= TRY IT =
The entries follow. Please return all of them exactly.

(Stored data)
*** Block opens ***
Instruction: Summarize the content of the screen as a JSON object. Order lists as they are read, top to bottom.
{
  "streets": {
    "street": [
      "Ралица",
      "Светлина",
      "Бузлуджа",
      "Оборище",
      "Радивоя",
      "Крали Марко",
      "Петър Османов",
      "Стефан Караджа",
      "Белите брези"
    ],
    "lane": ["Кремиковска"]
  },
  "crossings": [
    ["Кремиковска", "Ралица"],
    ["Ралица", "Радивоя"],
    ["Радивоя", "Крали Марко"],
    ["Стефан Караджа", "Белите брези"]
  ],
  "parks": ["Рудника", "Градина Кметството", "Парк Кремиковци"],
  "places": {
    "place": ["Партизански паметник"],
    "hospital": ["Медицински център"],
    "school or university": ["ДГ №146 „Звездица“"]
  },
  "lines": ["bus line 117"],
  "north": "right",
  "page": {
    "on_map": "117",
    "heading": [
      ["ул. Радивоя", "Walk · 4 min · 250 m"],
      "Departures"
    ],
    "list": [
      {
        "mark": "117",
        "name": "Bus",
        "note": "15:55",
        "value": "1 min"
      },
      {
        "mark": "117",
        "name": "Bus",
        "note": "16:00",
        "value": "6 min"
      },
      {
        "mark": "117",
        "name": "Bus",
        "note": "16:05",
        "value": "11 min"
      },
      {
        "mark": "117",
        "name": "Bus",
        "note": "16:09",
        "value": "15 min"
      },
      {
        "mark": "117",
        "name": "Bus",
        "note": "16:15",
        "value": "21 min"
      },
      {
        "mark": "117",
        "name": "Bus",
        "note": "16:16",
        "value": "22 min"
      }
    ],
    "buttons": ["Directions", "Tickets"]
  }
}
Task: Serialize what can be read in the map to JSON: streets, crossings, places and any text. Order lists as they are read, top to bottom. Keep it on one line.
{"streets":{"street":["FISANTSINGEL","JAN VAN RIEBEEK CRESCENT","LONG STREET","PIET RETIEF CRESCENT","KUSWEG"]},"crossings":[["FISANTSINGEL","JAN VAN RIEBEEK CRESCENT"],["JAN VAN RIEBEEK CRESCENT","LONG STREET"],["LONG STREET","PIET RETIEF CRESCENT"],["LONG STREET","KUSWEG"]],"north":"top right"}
*** Block closes ***
= TASK RESPONSE =
Instruction: Summarize the content of the screen as a JSON object. Order lists as they are read, top to bottom.
{
  "streets": {
    "street": [
      "Ралица",
      "Светлина",
      "Бузлуджа",
      "Оборище",
      "Радивоя",
      "Крали Марко",
      "Петър Османов",
      "Стефан Караджа",
      "Белите брези"
    ],
    "lane": ["Кремиковска"]
  },
  "crossings": [
    ["Кремиковска", "Ралица"],
    ["Ралица", "Радивоя"],
    ["Радивоя", "Крали Марко"],
    ["Стефан Караджа", "Белите брези"]
  ],
  "parks": ["Рудника", "Градина Кметството", "Парк Кремиковци"],
  "places": {
    "place": ["Партизански паметник"],
    "hospital": ["Медицински център"],
    "school or university": ["ДГ №146 „Звездица“"]
  },
  "lines": ["bus line 117"],
  "north": "right",
  "page": {
    "on_map": "117",
    "heading": [
      ["ул. Радивоя", "Walk · 4 min · 250 m"],
      "Departures"
    ],
    "list": [
      {
        "mark": "117",
        "name": "Bus",
        "note": "15:55",
        "value": "1 min"
      },
      {
        "mark": "117",
        "name": "Bus",
        "note": "16:00",
        "value": "6 min"
      },
      {
        "mark": "117",
        "name": "Bus",
        "note": "16:05",
        "value": "11 min"
      },
      {
        "mark": "117",
        "name": "Bus",
        "note": "16:09",
        "value": "15 min"
      },
      {
        "mark": "117",
        "name": "Bus",
        "note": "16:15",
        "value": "21 min"
      },
      {
        "mark": "117",
        "name": "Bus",
        "note": "16:16",
        "value": "22 min"
      }
    ],
    "buttons": ["Directions", "Tickets"]
  }
}
Task: Serialize what can be read in the map to JSON: streets, crossings, places and any text. Order lists as they are read, top to bottom. Keep it on one line.
{"streets":{"street":["FISANTSINGEL","JAN VAN RIEBEEK CRESCENT","LONG STREET","PIET RETIEF CRESCENT","KUSWEG"]},"crossings":[["FISANTSINGEL","JAN VAN RIEBEEK CRESCENT"],["JAN VAN RIEBEEK CRESCENT","LONG STREET"],["LONG STREET","PIET RETIEF CRESCENT"],["LONG STREET","KUSWEG"]],"north":"top right"}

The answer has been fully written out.